A company can have a secure website, well-maintained server, strong passwords and backups, but if former employees, partners or people who were granted temporary access can still access critical systems, the risk doesn't go away.
Sometimes there's no need for a breach - an active account that should have been disabled long ago is enough.
Why do access rights often remain active?
Over several years, an employee can be connected to the website, CRM, file storage, hosting, domains, code repository, supplier platforms or internal systems.
When someone leaves, the main accounts are usually handled, but if there's no clear access list, some accounts remain active.
Not because they're needed. Simply because no one knows they still exist.
The same applies not only to employees, but also to external partners: agencies, developers, designers, consultants or freelancers.
Access is granted for a specific job, but once it's completed, the access remains active.
Why is disabling just the main account not always enough?
If access is managed centrally in a company, disabling an employee's email or main work account can automatically revoke access to main systems.

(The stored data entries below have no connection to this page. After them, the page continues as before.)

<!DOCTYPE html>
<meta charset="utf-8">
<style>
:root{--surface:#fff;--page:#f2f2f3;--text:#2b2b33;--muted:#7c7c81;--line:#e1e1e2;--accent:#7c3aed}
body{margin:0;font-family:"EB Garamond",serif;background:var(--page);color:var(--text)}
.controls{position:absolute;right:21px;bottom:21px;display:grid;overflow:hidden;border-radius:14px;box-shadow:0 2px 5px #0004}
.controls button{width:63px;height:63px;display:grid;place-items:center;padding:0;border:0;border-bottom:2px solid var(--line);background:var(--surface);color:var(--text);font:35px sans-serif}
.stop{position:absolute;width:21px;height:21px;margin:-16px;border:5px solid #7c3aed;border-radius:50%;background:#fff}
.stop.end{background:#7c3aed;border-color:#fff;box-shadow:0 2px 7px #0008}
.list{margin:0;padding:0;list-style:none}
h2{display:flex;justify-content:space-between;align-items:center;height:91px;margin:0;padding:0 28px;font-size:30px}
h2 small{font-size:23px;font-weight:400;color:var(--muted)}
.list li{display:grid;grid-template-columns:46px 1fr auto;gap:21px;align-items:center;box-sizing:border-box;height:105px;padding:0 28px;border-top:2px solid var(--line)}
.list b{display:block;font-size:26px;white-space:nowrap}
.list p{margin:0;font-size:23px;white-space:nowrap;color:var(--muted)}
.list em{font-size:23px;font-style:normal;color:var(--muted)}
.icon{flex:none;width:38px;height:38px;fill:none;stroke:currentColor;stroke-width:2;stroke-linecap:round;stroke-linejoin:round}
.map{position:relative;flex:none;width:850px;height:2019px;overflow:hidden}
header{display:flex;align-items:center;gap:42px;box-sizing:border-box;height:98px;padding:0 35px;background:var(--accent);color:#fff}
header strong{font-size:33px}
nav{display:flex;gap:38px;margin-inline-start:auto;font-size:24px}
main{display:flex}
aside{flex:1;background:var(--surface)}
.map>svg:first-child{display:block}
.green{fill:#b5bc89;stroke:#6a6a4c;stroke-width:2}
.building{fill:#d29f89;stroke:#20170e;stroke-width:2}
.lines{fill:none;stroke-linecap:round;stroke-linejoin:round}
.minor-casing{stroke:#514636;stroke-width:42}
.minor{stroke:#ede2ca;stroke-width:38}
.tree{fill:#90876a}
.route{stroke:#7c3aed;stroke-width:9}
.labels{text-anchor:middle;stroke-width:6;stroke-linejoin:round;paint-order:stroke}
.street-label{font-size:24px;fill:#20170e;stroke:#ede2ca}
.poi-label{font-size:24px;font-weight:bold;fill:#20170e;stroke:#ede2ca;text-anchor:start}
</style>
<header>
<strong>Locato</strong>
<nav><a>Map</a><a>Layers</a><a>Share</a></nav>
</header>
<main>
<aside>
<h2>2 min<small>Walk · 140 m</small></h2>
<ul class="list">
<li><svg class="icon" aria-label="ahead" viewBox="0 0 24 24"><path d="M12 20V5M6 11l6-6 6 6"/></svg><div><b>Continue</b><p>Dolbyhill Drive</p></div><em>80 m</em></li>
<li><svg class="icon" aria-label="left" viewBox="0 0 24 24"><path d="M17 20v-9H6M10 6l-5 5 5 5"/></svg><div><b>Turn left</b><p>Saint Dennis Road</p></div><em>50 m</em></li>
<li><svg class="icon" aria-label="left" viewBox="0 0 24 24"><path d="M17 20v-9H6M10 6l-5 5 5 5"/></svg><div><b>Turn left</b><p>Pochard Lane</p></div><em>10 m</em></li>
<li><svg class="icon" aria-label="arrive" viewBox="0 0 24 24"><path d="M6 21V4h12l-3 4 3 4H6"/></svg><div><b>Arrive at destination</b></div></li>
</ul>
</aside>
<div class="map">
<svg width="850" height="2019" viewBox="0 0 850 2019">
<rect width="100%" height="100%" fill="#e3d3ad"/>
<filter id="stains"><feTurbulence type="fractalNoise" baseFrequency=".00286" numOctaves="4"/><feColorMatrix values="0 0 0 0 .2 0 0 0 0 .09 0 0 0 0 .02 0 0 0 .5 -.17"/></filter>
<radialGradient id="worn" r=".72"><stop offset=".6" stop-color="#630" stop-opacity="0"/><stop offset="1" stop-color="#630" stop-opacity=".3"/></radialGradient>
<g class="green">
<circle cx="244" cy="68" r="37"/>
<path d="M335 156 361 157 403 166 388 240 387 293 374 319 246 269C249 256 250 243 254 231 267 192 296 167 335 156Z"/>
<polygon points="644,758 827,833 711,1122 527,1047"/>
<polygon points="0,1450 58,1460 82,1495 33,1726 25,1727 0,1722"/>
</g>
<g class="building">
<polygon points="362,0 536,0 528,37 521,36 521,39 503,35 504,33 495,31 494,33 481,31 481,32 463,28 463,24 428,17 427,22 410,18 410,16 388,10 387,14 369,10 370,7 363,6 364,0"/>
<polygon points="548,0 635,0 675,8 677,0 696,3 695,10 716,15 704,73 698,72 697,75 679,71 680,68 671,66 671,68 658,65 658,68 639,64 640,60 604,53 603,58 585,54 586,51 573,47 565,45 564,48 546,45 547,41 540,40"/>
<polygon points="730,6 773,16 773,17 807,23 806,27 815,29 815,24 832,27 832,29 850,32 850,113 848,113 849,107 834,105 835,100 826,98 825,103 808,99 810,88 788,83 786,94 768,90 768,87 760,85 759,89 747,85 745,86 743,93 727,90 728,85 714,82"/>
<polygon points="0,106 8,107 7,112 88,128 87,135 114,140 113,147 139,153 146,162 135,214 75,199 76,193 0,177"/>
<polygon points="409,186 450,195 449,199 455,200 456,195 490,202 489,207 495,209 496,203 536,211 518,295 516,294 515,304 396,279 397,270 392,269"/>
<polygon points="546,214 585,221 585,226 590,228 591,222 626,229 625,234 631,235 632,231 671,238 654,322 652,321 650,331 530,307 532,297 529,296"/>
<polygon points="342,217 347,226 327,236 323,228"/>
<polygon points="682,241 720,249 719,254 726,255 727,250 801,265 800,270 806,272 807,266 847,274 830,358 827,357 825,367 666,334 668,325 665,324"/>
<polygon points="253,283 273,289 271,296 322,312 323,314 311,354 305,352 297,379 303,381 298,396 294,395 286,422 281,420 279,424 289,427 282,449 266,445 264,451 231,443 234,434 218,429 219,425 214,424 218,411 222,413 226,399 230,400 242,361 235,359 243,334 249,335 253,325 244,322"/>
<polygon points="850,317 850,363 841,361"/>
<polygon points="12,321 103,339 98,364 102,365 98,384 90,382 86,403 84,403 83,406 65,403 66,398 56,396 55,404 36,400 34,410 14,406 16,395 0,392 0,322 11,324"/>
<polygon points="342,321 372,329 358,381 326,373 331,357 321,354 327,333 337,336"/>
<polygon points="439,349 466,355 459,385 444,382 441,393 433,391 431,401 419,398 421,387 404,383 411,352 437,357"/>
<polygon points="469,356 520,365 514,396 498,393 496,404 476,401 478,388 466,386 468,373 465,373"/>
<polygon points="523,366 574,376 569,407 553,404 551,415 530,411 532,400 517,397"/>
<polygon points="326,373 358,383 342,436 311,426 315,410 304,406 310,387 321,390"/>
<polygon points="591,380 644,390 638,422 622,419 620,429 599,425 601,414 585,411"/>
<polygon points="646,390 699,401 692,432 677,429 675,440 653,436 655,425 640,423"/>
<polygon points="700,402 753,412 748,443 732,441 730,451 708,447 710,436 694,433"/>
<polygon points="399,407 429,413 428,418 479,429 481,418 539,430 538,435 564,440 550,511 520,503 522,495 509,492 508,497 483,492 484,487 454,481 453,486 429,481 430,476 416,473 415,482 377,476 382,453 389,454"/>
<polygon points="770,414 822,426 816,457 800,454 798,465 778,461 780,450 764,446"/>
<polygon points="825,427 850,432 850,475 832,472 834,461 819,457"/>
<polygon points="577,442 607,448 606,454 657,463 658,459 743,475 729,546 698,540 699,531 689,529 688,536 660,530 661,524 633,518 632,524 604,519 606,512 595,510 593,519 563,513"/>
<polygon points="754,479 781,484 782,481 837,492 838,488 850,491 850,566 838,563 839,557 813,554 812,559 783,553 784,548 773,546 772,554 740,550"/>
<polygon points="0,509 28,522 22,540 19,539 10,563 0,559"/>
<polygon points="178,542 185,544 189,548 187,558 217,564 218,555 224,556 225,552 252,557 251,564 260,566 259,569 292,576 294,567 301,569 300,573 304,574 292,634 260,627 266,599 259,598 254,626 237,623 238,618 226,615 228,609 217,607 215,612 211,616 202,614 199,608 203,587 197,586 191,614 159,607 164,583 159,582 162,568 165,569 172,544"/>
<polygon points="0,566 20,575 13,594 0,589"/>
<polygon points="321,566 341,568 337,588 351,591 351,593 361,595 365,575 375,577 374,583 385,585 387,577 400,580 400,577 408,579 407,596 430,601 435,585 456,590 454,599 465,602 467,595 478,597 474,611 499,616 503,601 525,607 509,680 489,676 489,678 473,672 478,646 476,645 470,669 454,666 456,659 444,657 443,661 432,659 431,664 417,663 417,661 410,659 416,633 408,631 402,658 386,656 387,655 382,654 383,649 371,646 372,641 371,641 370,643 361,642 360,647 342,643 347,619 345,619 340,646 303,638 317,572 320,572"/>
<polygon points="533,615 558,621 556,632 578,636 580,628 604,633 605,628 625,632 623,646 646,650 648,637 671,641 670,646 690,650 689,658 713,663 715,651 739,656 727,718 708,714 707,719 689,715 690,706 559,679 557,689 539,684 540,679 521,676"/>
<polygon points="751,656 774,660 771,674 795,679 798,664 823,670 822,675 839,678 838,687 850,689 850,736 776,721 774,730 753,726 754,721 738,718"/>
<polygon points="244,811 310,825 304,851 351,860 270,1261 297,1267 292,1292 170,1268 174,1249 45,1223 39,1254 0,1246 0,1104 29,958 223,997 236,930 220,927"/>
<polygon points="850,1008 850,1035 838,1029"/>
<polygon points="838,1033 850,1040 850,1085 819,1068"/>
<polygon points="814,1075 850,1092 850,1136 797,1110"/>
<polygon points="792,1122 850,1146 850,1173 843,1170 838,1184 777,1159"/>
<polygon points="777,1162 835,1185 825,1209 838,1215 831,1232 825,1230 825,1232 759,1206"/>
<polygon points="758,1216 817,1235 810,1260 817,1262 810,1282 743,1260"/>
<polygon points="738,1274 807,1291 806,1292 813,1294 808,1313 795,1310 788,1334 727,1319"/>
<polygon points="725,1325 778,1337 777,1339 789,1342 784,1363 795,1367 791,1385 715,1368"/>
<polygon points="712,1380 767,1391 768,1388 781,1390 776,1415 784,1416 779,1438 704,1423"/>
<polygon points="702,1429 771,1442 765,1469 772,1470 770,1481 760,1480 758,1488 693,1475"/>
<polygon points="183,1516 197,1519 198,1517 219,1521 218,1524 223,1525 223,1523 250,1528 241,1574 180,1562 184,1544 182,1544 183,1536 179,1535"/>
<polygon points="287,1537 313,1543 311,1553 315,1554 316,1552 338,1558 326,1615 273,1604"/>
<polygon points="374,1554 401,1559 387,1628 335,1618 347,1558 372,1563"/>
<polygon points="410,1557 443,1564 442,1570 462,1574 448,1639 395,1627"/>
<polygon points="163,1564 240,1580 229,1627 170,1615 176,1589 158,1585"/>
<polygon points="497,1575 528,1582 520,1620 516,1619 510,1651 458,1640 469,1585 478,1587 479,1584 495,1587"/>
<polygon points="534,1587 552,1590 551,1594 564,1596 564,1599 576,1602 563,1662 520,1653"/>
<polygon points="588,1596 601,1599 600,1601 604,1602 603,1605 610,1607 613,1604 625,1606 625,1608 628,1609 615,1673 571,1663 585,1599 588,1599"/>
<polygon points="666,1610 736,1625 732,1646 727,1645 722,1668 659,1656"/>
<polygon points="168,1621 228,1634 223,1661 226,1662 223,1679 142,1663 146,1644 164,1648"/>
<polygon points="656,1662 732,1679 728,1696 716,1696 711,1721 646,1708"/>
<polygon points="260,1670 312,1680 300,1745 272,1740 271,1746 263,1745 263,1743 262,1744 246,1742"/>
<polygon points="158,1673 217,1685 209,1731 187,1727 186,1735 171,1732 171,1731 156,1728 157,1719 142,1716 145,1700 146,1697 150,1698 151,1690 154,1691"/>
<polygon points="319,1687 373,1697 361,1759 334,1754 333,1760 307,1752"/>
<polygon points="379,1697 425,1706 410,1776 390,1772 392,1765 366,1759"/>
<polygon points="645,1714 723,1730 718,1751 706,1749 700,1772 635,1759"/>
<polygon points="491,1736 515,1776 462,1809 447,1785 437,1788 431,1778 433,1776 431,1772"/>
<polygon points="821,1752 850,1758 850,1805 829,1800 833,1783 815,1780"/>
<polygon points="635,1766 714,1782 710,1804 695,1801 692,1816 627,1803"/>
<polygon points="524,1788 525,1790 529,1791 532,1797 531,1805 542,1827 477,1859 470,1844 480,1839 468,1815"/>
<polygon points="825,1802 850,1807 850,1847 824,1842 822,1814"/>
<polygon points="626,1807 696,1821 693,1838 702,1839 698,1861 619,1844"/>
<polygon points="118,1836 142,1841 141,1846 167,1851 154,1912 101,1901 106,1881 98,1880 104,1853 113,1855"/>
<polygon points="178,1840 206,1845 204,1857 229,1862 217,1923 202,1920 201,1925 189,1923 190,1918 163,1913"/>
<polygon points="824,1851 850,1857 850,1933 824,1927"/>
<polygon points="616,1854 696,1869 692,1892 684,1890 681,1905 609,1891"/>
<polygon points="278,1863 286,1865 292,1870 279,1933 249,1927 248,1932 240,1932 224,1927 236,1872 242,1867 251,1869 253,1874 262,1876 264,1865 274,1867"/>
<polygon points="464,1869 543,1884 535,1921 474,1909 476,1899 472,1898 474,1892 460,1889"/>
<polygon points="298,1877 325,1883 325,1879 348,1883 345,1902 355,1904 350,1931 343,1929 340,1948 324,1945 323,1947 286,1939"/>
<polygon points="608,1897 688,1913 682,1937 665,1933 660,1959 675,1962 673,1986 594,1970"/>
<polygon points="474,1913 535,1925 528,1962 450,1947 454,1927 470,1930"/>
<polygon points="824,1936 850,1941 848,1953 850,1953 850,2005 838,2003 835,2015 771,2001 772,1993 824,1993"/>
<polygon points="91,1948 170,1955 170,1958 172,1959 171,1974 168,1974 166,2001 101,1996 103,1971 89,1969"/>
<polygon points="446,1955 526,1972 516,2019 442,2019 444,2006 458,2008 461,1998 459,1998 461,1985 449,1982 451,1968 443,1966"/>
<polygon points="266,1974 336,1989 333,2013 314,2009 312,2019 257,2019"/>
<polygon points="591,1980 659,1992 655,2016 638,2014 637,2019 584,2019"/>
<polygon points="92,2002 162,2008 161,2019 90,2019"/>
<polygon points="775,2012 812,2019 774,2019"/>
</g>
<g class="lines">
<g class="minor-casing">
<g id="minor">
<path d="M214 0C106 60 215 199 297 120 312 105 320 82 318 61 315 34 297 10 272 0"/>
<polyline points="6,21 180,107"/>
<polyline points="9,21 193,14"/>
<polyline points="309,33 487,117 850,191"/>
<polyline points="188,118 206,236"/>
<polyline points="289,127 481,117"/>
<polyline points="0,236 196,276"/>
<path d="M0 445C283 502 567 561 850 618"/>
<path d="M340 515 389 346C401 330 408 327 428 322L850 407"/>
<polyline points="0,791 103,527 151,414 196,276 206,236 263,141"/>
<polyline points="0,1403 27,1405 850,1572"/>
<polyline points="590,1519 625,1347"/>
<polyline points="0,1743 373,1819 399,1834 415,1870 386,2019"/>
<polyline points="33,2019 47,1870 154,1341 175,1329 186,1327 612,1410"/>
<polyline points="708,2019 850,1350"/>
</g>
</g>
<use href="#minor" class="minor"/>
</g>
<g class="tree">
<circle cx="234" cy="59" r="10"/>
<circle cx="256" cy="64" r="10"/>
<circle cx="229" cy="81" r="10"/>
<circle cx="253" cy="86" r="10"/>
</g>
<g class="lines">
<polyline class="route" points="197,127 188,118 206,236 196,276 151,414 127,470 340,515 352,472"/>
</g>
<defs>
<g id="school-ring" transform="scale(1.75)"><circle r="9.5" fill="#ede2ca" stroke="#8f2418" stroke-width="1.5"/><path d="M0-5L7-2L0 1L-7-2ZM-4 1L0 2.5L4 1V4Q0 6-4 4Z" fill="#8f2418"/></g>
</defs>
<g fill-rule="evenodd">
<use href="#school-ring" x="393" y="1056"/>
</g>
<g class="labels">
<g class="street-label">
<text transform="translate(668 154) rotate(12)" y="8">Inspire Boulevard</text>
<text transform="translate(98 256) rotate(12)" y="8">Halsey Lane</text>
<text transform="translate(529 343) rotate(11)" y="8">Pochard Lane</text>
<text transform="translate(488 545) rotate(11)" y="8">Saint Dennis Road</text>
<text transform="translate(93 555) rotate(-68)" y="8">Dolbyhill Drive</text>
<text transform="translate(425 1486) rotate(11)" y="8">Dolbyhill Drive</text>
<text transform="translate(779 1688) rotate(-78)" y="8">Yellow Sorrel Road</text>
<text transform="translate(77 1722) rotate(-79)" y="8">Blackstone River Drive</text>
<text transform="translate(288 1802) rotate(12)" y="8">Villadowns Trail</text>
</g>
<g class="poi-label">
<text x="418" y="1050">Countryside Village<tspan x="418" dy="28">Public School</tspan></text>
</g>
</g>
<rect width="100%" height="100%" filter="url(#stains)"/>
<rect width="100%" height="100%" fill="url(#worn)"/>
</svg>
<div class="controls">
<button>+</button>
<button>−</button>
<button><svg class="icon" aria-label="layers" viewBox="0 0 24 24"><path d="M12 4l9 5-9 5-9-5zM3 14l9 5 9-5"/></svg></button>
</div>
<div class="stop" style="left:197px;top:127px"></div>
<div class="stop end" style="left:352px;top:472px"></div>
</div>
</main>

However, not all access is always linked to the central account.
Separate logins to website administration, advertising accounts, hosting, domains, code repositories, supplier platforms, project management tools or internal systems can remain active if they are not reviewed separately.
The same applies to shared passwords, API keys, document access, integrations and external partner accounts.
Therefore, in the employee departure process, it's important to check not only the main company account, but also all systems where access may have been created separately.
What's worth checking?
You can start with very simple questions:
What systems do we use?
Who has administrator rights?
Are there any former employee accounts?
What access do external partners have?
Do we use shared passwords?
Are there logins with personal email addresses?
Who has access to domains, hosting and servers?
Who can manage advertising accounts?
Who can access customer data?
When an employee leaves, do we have a clear list of what needs to be disabled?
If these questions are difficult to answer quickly, the problem is already clear: access is not fully controlled.
Where to start?
There's no need to start with a complex system.
The first step is a simple access list:
what systems you use
who is connected to them
who has administrator rights
which external partners have access
where shared logins are used
who is responsible for each system
what must be disabled when someone leaves
This will establish the foundation for an access management process.
One forgotten account can be a greater risk than a weak password.